Enabling multicore jobs and jobs requesting large amounts of memory

From PDP/Grid Wiki
Revision as of 15:37, 10 April 2014 by Templon@nikhef.nl (talk | contribs) (→‎The submit filter)
(diff) ← Older revision | Latest revision (diff) | Newer revision → (diff)
Jump to navigationJump to search

This article describes

Introduction

Certain applications will benefit from access to more than core (logical CPU) on the same physical computer. Grid jobs that use more than one core are referred to as multicore jobs.

Other applications require a specific amount of memory to run efficiently or successfully. Such jobs are called large-memory jobs in this article (because they often require a higher-than-default amount of memory on the machine).

The Cream Computing Elements (CreamCEs) offer support for multicore jobs and large-memory jobs, although they need some additional configuration to forward the job requirements to the batch system.

This article describes the support of multicore jobs or large-memory jobs at the Cream Computing Elements at Nikhef. Section System Configuration describes the setup of the system. In section Submitting multicore or (large) memory jobs, the information relevant to end users is presented.

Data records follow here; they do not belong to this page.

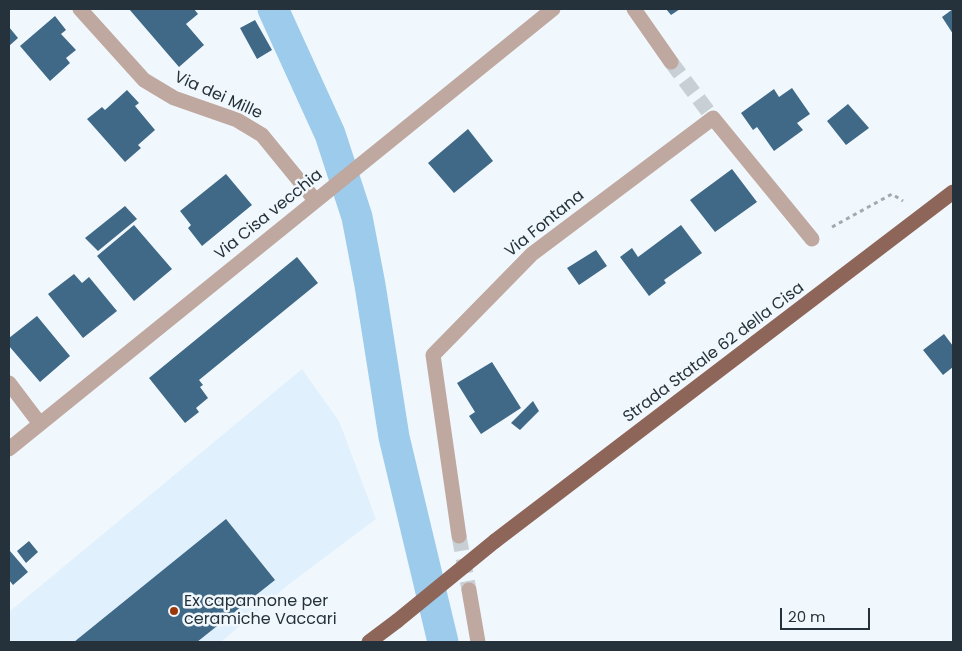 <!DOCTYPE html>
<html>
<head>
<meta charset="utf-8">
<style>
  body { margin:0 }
  #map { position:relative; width:962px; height:651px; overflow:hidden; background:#f1f8fd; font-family:Poppins,sans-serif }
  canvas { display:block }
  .frame { position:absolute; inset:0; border:10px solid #25323b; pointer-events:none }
  .scale { position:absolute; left:780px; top:608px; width:90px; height:22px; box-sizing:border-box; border:2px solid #25323b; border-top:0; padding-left:6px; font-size:15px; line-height:18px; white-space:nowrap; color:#25323b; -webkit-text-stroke:4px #f1f8fd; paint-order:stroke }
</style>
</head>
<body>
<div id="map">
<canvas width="962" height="651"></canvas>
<div class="frame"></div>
<div class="scale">20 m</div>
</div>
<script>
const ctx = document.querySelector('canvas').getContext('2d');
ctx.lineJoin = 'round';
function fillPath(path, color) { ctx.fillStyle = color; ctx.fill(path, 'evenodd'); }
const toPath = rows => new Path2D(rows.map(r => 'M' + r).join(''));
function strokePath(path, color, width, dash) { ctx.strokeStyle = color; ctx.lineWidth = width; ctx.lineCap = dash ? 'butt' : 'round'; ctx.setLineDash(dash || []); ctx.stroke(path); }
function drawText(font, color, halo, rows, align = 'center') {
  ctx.font = font + ' Poppins,sans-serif'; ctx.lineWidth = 5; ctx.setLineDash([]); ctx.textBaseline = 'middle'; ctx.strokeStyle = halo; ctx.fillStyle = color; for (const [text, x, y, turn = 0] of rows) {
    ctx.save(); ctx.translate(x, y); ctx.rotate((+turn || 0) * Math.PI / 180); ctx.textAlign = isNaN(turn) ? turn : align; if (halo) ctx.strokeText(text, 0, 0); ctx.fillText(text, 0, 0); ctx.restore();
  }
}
fillPath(toPath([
  [302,369,339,421,376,519,288,585,221,642,9,642,9,612]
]), '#e0f0fc');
strokePath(toPath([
  [273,9,330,134,357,217,370,285,394,437,443,642]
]), '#9dcbeb', 31);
fillPath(toPath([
  [129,9,194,9,198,14,186,24,204,45,179,67],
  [666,9,680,9,671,15],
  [953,9,953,34,942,17],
  [55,16,66,30,61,34,76,50,66,58,70,63,50,81,20,46],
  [255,20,272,50,257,59,240,28],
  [9,27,18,38,9,46],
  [792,88,810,114,797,123,803,130,774,151,757,127,753,130,741,113,774,89,779,97],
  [127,90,139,103,135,106,155,130,138,145,141,148,125,162,87,119,102,107,105,110],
  [848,104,869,128,846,145,827,121],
  [468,129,493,161,454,193,428,163],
  [732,169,757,202,715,232,690,200],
  [226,174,252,205,202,246,188,228,191,225,180,211],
  [125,206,137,219,98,251,85,238],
  [134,225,172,269,134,301,97,256],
  [681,225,702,253,664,280,666,283,649,296,620,257,632,248,638,257],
  [596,250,607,266,579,285,567,268],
  [297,257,318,283,199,380,203,385,200,387,208,398,196,408,199,412,185,423,149,378],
  [74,274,82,283,89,277,117,311,83,338,48,294],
  [37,316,70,356,40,382,9,346,9,338],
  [944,334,953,346,953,367,943,375,923,350],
  [492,362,521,408,481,434,469,416,475,412,457,383],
  [533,401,539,411,520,430,511,423],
  [226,519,275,580,197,642,74,642],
  [29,541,38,552,26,563,17,551],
  [9,551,10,551,28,572,13,585,9,580]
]), '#3f6986');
strokePath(toPath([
  [671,62,713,118],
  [459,536,469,590]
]), '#c8d0d6', 15, [15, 8]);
strokePath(toPath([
  [832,227,892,194,903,201]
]), '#a1aab1', 3, [4, 4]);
strokePath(toPath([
  [80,9,144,80,174,98,237,120,262,135,315,200],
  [634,9,671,62],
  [9,383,40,424],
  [9,449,553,9],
  [459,536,433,355,532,254,713,118,812,239],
  [469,590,478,642]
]), '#bfa8a0', 15);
strokePath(toPath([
  [495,541,953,192],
  [369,642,397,621]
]), '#8e6659', 15);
strokePath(toPath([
  [397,621,495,541]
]), '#8e6659', 15);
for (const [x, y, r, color] of [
  [174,611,5,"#9c370a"]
]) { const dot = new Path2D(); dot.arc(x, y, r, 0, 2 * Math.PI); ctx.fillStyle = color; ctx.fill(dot); strokePath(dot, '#f1f8fd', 2); }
drawText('16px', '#25323b', '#f1f8fd', [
  ["Via dei Mille",218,96,24],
  ["Via Cisa vecchia",269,215,-39],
  ["Via Fontana",545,224,-39],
  ["Strada Statale 62 della Cisa",714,353,-37]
]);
drawText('16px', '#25323b', '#f1f8fd', [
  ["Ex capannone per",184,602],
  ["ceramiche Vaccari",184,620]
], 'left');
</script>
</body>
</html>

The information presented here is valid for the UMD-1 version of the CreamCE in combination with a batch system based on Torque 2.3. Other versions of the CreamCE (in particular the nearly unsupported gLite 3.2 version) may require different configuration. Other versions of the Torque batch system may work fine, although that hasn't been verified. Different batch systems fall outside the scope of this article.

System Configuration

Two services are involved in the submission of grid jobs requiring multiple cores or specific amounts of memory: the CreamCE and the Torque batch system. The CreamCE is the entry point for a grid job at a site. The CreamCE processes the resource requests (passed via the JDL file) and translates them into a format that is specific for the batch system implementation. The batch system can then allocate the requested resources.

Setup at the CreamCE

To support multicore jobs or memory requests, the CreamCE must recognize these requests and translate them into directives for the Torque batch system. In the implementation discussed here, the CreamCE needs 3 files:

  • A script to process specific resource requests Media:pbs_local_submit_attributes.sh. This file should be installed as /usr/libexec/pbs_local_submit_attributes.sh on the CreamCE (for UMD-2 and UMD-3; it was /usr/bin for UMD-1). It processes memory resource requests, and requests for a minimum CPU or wall time.
  • A configuration file to activate this submit filter Media:torque.cfg. This file should be stored as /var/spool/pbs/torque.cfg.
  • A Torque submit filter to write the input for the batch system Media:torque_submit_filter-v2.pl. This file should be installed as /usr/local/sbin/torque_submit_filter.pl (actually: the location specified in file torque.cfg above as value for SUBMITFILTER). The submit filter is discussed below in more detail.

The submit filter

The submit filter processes the initial input for the batch system. It inspects the requested resources and may change them before writing the (possibly modified) input to standard output (which is forwarded to the batch server).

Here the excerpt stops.